Lothrop spent his last day of 2003 in a Romanian village. An ocean away from his normal life, he discovered the village life. He felt peace observing nature and people. And for the first time in a long time he wasn’t telling people what he was doing.
It was humbling to meet people who were born into a more challenging world than his world was. Don says that he was a child of America’s most Spoiled Generation. He never had to serve in the military. The stock market grew by a multiple of twenty from the time he graduated college until he was able to retire at 42. “I had loving parents, the best schools, a choice of jobs, and many mentors. I had not earned any of these things, they were part of the world I was born into.”
After his first visit, Don shared his experience and convinced other friends and investors to accompany him to Romania. Steven Schelhammer, for example, came with him 16 times of his first 20 visits to Romania.
The first thing Don realised after leaving Silicon Valley was the simple thing that he was a dad. If he had his kids near him, he could sleep; if not, he couldn’t. The second thing was that his money was to create new things, because he is a venture capitalist.
In the beginning, Don did only charity work in Romania. Together with the CEOs of the companies Delphi Ventures was investing in, he built a medical clinic in Romania, a soccer field. But he slowly realised that Romania offers great business opportunities.
He and Steve Schelhammer put 5 million dollars into a new fund called New Vista Partners with no idea what they would do at first.

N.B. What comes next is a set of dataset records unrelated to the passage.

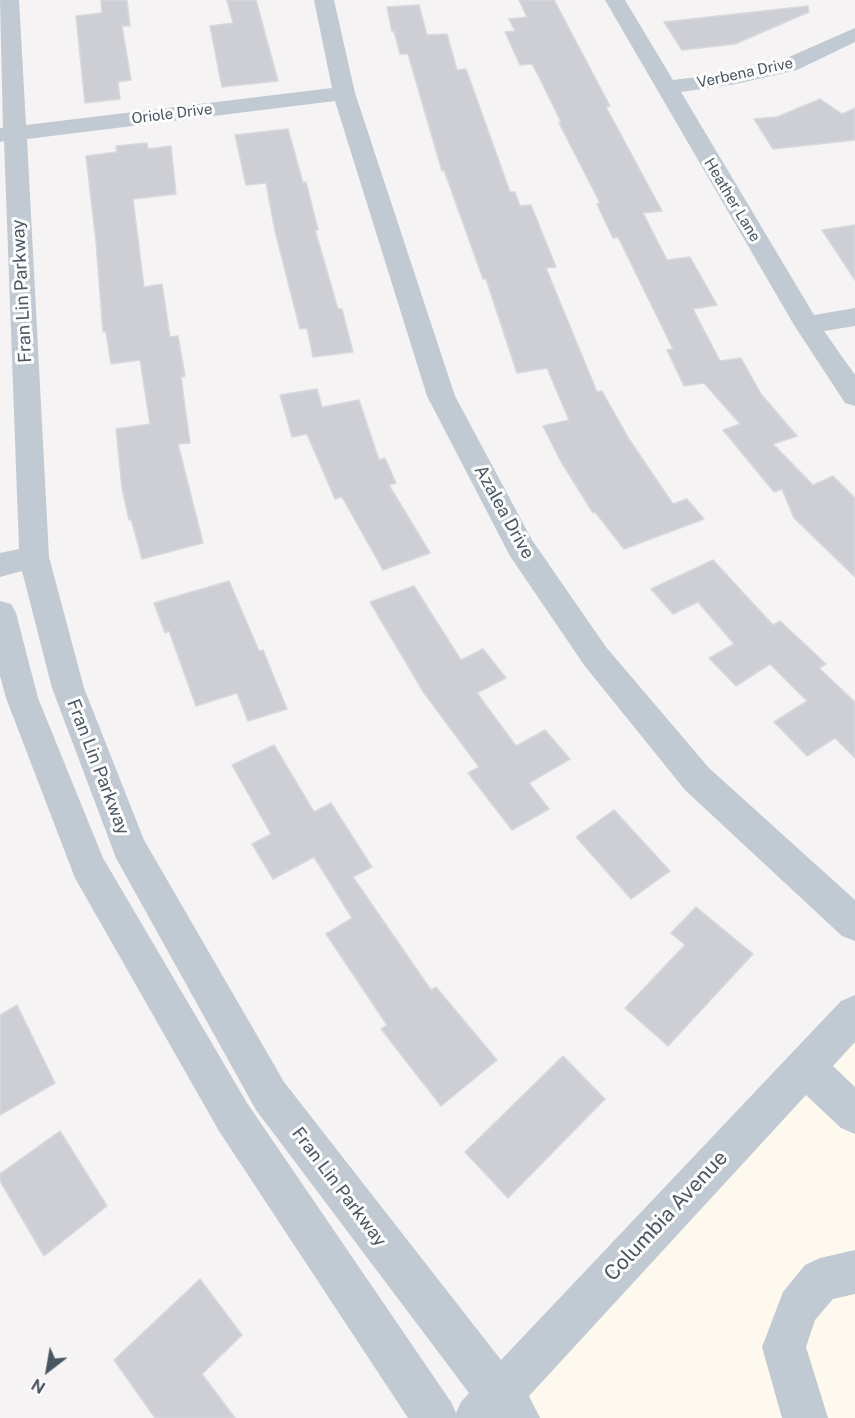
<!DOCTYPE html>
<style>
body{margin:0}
#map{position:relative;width:855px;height:1418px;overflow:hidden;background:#f5f3f3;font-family:"Public Sans",sans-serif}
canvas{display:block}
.north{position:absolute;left:18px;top:1340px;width:60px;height:60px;-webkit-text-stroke:4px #fff;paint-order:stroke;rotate:211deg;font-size:16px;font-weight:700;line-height:24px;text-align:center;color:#4a5661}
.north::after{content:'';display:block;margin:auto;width:21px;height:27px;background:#4a5661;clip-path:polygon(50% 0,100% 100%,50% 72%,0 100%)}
</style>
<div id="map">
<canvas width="855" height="1418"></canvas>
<div class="north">N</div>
</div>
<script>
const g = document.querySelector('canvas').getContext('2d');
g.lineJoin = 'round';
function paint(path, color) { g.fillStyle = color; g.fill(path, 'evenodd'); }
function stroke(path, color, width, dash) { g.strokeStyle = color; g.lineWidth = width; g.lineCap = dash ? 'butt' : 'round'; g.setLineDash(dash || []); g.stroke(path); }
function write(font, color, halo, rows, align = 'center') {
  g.font = font + ' "Public Sans",sans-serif'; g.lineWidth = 6; g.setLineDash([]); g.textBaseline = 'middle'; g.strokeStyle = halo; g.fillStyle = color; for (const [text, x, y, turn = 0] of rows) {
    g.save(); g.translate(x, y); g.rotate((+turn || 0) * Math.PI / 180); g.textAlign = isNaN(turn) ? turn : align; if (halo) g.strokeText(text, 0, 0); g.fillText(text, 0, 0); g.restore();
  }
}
paint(new Path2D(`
 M855 1015V1418H476Z`), '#fdf9ef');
const building = new Path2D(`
 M101 0H127L130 26H122L131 80 118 82 120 99 85 103 76 16 102 13Z
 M227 0H256L278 81 222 87 210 26 233 23Z
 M519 0H554L610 106 606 107 662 211 643 213 667 260 690 257 717 305 693 309 720 361 741 358 761 394 797 436 773 444 813 485 833 476 855 498V577L794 518 782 489 774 492 723 430 740 424 704 383 684 386 667 350 673 349 618 237 613 238 597 204 600 203 559 123 561 122 539 77 532 64 520 65 505 32 515 31 509 19 527 17Z
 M419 5 427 35 447 34 457 70 466 69 510 192H515L520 206 531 205 556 267 546 268 597 392 602 391 629 439 673 504 687 499 704 519 624 549 595 512 593 513 560 460 543 426 569 420 547 368 517 373 486 279H483L444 170 442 171 408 54H400L394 31 392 32 387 7Z
 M808 6 809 12 735 44 682 50 664 22Z
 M820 99 842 114 855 108V140L773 149 754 119 777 117Z
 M288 129 303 183 306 182 318 230H315L338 309H342L353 352 313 357 307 328 300 329 275 231 266 183 246 185 235 135Z
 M147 143 148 149 171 146 176 194 133 199 144 287 162 284 170 337 178 336 185 376 181 377 190 443 178 444 203 543 142 559 131 519 129 520 122 488 116 429 150 424 140 360 111 364 106 332H103L96 242 86 156 117 152 116 146Z
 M855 225V280L822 230Z
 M317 389 322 407 359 400 379 460 385 458 396 483 389 485 430 553 383 570 342 497 335 499 307 434 292 437 280 395Z
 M713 560 773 625 780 621 826 664 819 668 855 702V758L835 738 807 756 774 722 807 701 770 664 736 686 709 658 734 644 698 602 673 614 651 589Z
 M229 581 259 651 263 650 287 709 248 721 237 693 196 706 169 631 165 633 154 603Z
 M414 586 461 660 483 649 506 678 477 693 516 746 545 730 570 759 529 783 549 809 512 830 468 773 479 767 424 693 370 602Z
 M274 745 314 812 331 803 372 867 353 877 431 990 436 987 497 1060 441 1106 381 1029 387 1025 326 934 352 918 314 857 273 879 252 844 271 834 232 765Z
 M614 810 670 871 631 899 576 837Z
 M696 907 753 954 668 1046 625 1008 685 945 671 933Z
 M17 1005 55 1083 0 1115V1015Z
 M563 1056 605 1099 508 1198 465 1152Z
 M60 1131 107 1206 44 1256 0 1181V1174Z
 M200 1279 242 1335 202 1374 235 1418H155L114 1360Z`);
paint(building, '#cdcfd5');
stroke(building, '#d7d9de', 1.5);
paint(new Path2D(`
 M0 0H19L26 125 332 88 314 0H334L355 93 455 396 532 540 606 647 709 768 855 900V941L842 936 685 790 584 665 510 556 427 396 335 101 27 139 49 557 84 688 144 840 284 1082 501 1360 841 1001 855 995V1042L833 1066 855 1087V1134L841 1128 806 1095 529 1396 540 1418H408L219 1131 75 878 6 698 0 676V601L11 604 16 613 38 698 103 858 247 1103 451 1402 456 1413 461 1402 469 1393 256 1110 116 858 52 688 22 571 0 577V553L19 549 4 141 0 142V128H3Z
 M605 0H625L673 80 736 72 782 60 855 28V42L797 70 736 84 681 92 814 315 855 308V326L824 331 855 375V406L845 403 794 325Z
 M855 1250V1294L833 1299 815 1320 806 1347 828 1418H782L762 1347 783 1292 805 1265 820 1258Z`), '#c1cad2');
write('15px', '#4a5661', '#fff', [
 ["Verbena Drive",745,73,-12],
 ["Oriole Drive",172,114,-7],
 ["Heather Lane",732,200,59]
]);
write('18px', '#4a5661', '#fff', [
 ["Fran Lin Parkway",22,291,-93],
 ["Azalea Drive",504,512,61],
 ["Fran Lin Parkway",98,767,69],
 ["Fran Lin Parkway",339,1187,53]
]);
write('21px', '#4a5661', '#fff', [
 ["Columbia Avenue",666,1216,-47]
]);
</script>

Then they came up with the idea of creating in Romania one of the nicest places in Europe. They bought over 200 parcels of land that reach 100 hectares. Now they are about to start building a new city from scratch. “We’re gonna put 8 million dollars in infrastructure before we sell anything. You may be stressed about your job but you will not be stressed about your neighbourhood.”
Lothrop is an optimist. He has proven that personal change is possible, and now wants to see if Romania can also change. Don believes there is no point in complaining about what is wrong. “Just build something better.”